Objectives: Forty percent of women with ovarian cancer have circulating free tumor DNA. We sought to determine if the tumor immune infiltrate varied based on tumor p53 mutation status or presence of circulating tumor DNA.
Methods: We performed immunohistochemistry on 119 ovarian cancer specimens with CD3 and CD8 (Intratumoral T cells (TILs)), CD68 (tumor-associated macrophages (TAMs)), and FoxP3 (T regulatory cells (Tregs)). Tumors had been previously sequenced for mutations in exons 4-10 of p53, and plasma from women characterized for free tumor DNA.
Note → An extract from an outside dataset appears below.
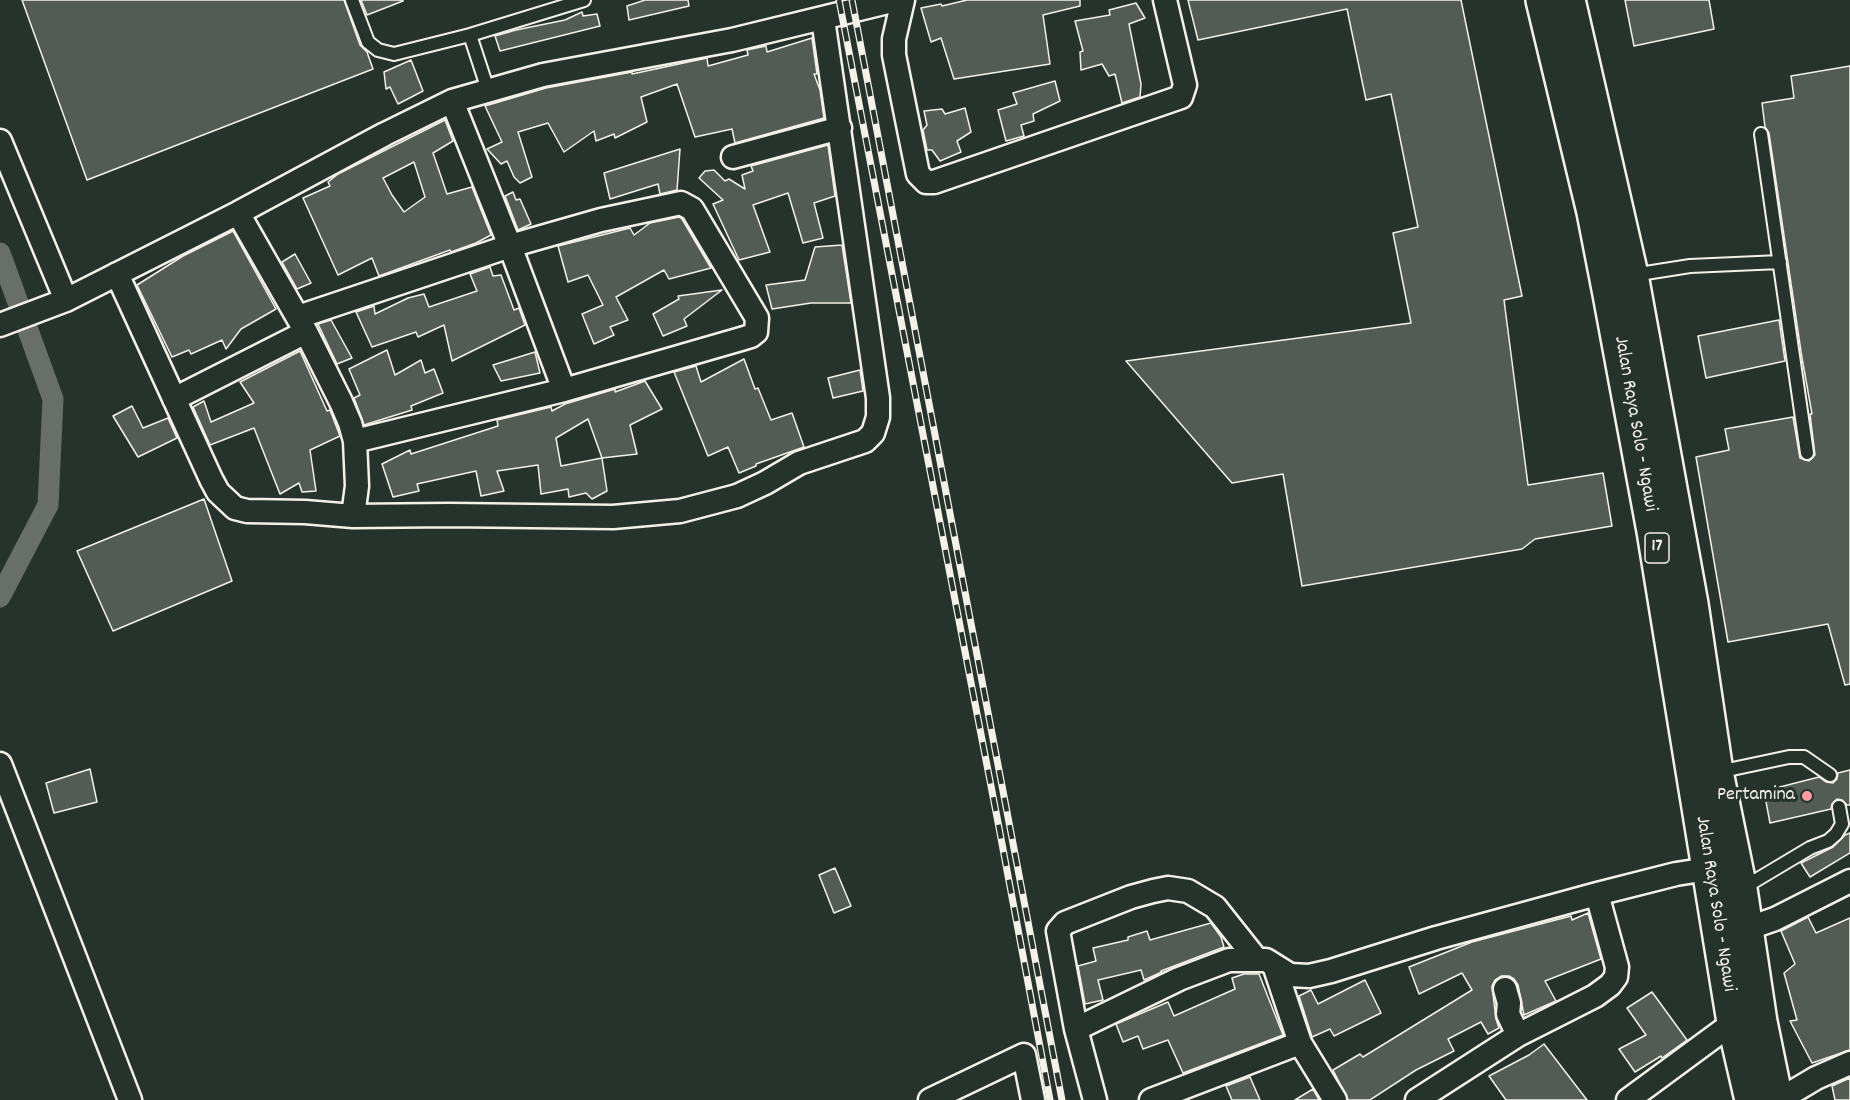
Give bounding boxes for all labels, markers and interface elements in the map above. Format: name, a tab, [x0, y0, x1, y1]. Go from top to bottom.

Results: TIL and TAM levels were positively correlated (P<0.0001). High levels of TILs were identified in 54 of 119 tumors (45.4%). No survival difference was identified according to the presence of TILs or TAMs. Patients with greater TILs were more likely to be optimally cytoreduced (P=0.005). p53 mutations were associated with more TILs (P=0.008). The presence of circulating tumor DNA did not correlate with TILs, TAMs, or Tregs. In the subgroup with a low host antitumor immune response, the intermediate response Tregs group did have a survival advantage (P=0.049).
Conclusions: p53 mutations are associated with higher levels of TILs. The ratio of Tregs to TILS may be more important than absolute levels. A brisk T cell response within the tumor predicts adequacy of cytoreduction, suggesting successful cytoreduction may be partially due to underlying tumor biology and host response.